§ Problem requirements
In the entries below, find each line with the string "fabs" and copy it.

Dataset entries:
++++++
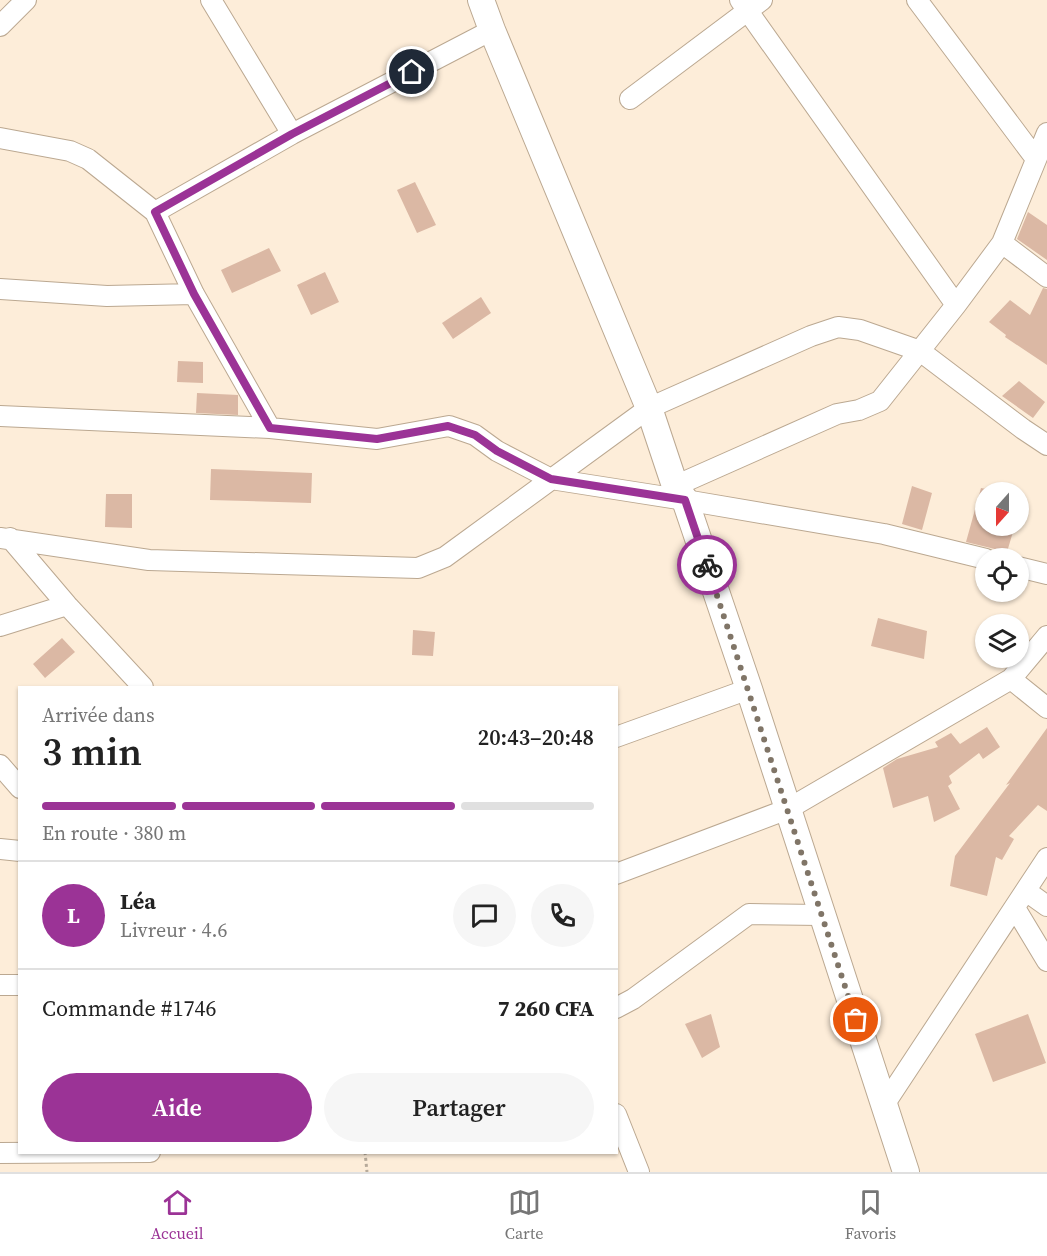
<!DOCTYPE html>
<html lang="fr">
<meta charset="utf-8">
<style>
body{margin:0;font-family:"Source Serif 4",serif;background:#f6f6f6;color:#222;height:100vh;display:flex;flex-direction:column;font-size:22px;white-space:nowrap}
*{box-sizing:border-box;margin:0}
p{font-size:20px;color:#767676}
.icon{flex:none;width:33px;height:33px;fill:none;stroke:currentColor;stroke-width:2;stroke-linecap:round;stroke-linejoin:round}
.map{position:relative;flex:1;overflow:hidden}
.drawer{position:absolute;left:18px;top:686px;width:600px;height:468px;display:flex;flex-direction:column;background:#fff;border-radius:0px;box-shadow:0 2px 4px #0004}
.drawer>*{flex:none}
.needle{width:39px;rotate:201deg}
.fabs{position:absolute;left:975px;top:482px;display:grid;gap:12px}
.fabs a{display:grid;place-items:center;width:54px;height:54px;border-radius:50%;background:#fff;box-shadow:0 2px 4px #0004;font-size:30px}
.pin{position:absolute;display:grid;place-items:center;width:51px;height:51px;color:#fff;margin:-26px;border:3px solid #fff;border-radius:50%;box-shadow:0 2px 6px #0007}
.courier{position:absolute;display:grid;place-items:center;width:60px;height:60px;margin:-30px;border:4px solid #9b3396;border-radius:50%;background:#fff;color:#222;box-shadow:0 2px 8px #0007}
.summary em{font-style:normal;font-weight:600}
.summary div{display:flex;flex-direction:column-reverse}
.summary{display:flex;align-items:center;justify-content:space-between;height:102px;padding:0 24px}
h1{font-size:39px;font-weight:600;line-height:45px}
.bar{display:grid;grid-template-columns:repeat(4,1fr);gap:9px 6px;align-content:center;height:72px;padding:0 24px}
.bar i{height:8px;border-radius:4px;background:#e0e0e0}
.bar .current{background:#9b3396}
.bar p{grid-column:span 4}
.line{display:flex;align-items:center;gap:15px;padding:0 24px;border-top:2px solid #e0e0e0}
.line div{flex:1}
.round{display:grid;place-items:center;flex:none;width:63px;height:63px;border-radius:32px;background:#f6f6f6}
.action{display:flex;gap:12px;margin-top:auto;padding:12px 24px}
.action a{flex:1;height:69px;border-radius:36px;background:#9b3396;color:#fff;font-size:24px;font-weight:600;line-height:69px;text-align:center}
.action a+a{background:#f6f6f6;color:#222}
.tab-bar{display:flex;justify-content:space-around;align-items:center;height:84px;border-top:2px solid #e0e0e0;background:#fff;font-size:16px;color:#767676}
.tab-bar a{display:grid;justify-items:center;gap:3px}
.tab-bar .current{color:#9b3396}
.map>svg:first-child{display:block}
</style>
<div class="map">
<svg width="1047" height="1172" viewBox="0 0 1047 1172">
<rect width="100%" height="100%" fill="#fdedd9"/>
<!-- building -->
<path fill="#dbb8a4" d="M415,182l21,43 -19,8 -20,-43z
M1028,212l19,13v35l-30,-21z
M269,248l12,23 -49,22 -11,-23z
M325,272l14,30 -28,13 -14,-30z
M1043,288l4,1v76l-42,-28 1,-2 -17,-13 21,-22 20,15z
M481,297l10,16 -38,26 -11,-16z
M178,361l25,1v21l-26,-1z
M1019,381l26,21 -12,16 -31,-22z
M197,393l41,2v20l-42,-2z
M211,469l101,4 -1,30 -101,-3z
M912,486l20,7 -10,37 -20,-6z
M981,488l5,1v36h29l-8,27 -41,-10z
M106,494h26v34l-27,-1z
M878,618l49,13 -3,28 -53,-13z
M413,630l22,2 -2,24 -21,-1z
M62,638l13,14 -30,26 -12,-14z
M987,727l13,20 -17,12 -4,-6 -30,23 3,7 -4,3 12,23 -26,13 -6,-26 -35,12 -10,-40 14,-9 41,-12 -3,-5 16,-9 9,11z
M1047,728v83l-9,-6 -29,31 5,3 -12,21 -6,-3 -9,39 -37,-10 5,-30 55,-73 -4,2z
M711,1014l9,33 -18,11 -17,-34z
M1028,1014l18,49 -53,19 -18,-48z"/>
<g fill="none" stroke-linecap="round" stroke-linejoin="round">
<!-- minor casing -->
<g stroke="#bba891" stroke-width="22">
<path id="minor" d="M211,0l81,134
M740,0l216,305
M917,0l119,159
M0,26l26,-26
M630,99l132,-99
M0,138l70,13 18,8 67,53 39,82 76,134
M155,212l137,-78 200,-104
M1002,243l45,34
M0,289l107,7 87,-2
M0,416l270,12 107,11 72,-13 26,9 22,16 54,28 134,21 199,34 102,25
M675,486l162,-72 22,-4 21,-9 76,-96 46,-62 45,-110
M0,538l149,22 269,8 27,-11 204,-149 162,-72 27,-9 22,3 60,21 103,78 24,16
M10,538l57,67 76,82
M1018,567l29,7
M0,626l67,-21
M1011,679l36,29
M616,737l133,-48
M0,765l20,23
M0,849l20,2
M616,874l172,-65 223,-130 36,-43
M1026,891l21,15
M1015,908l32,53
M0,985h20
M616,1008l17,-9 116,-85 72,1
M884,1105l163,-247
M616,1114l23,58
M0,1153l150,-1"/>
</g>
<!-- tertiary casing -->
<g stroke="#bba891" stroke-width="28">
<path id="tertiary" d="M481,0l11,30 157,378 26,78 10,14 64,189 157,483"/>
</g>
<!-- path -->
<path stroke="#b7aa9a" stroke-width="3" stroke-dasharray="3 3" stroke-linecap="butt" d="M365,1152l2,20"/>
<!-- minor -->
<use href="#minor" stroke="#fff" stroke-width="20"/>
<!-- tertiary -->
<use href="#tertiary" stroke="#fff" stroke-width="26"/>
</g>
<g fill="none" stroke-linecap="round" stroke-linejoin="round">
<!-- done -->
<path stroke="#807567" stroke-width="6" stroke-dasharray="0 10.8" d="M707,565l149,455"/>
<!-- route -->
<path stroke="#9b3396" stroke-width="8" d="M412,72l-120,62 -137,78 39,82 76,134 107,11 71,-13 27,9 22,16 54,28 134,21 22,65"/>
</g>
</svg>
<div class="fabs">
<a><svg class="needle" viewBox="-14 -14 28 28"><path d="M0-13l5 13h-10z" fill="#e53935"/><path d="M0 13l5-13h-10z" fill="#767676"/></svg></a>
<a><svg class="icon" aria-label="locate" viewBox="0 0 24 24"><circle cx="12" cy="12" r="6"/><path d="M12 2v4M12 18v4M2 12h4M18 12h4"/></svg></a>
<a><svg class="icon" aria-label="layers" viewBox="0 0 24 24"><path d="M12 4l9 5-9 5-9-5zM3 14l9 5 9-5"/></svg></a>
</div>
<div class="pin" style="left:856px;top:1020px;background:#ea580c"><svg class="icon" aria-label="bag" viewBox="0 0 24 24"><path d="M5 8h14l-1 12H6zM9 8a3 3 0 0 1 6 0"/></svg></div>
<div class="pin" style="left:412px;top:72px;background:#1f2937"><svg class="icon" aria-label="home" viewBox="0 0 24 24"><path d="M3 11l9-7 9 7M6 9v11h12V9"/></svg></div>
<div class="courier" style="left:707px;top:565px"><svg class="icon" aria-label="bike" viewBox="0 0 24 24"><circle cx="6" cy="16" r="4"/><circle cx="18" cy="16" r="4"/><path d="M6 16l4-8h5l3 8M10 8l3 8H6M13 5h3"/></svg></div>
<section class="drawer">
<div class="summary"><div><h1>3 min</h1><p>Arrivée dans</p></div><em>20:43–20:48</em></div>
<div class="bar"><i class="current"></i><i class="current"></i><i class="current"></i><i></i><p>En route · 380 m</p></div>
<div class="line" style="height:108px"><b class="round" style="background:#9b3396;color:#fff">L</b><div><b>Léa</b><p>Livreur · 4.6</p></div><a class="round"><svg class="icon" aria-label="chat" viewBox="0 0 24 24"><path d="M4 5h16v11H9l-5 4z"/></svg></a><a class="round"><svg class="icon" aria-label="phone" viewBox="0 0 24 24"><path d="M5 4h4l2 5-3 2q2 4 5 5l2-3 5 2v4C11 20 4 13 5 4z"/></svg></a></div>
<div class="line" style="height:78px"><div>Commande #1746</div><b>7 260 CFA</b></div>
<div class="action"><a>Aide</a><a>Partager</a></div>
</section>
</div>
<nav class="tab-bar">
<a class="current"><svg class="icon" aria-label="home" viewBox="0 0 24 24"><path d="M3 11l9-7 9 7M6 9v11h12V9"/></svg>Accueil</a>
<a><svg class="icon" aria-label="map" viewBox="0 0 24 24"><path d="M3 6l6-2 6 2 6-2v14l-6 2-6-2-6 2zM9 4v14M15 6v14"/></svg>Carte</a>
<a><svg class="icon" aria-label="saved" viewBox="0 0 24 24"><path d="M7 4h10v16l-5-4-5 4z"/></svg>Favoris</a>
</nav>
++++++
§ Response area
.fabs{position:absolute;left:975px;top:482px;display:grid;gap:12px}
.fabs a{display:grid;place-items:center;width:54px;height:54px;border-radius:50%;background:#fff;box-shadow:0 2px 4px #0004;font-size:30px}
<div class="fabs">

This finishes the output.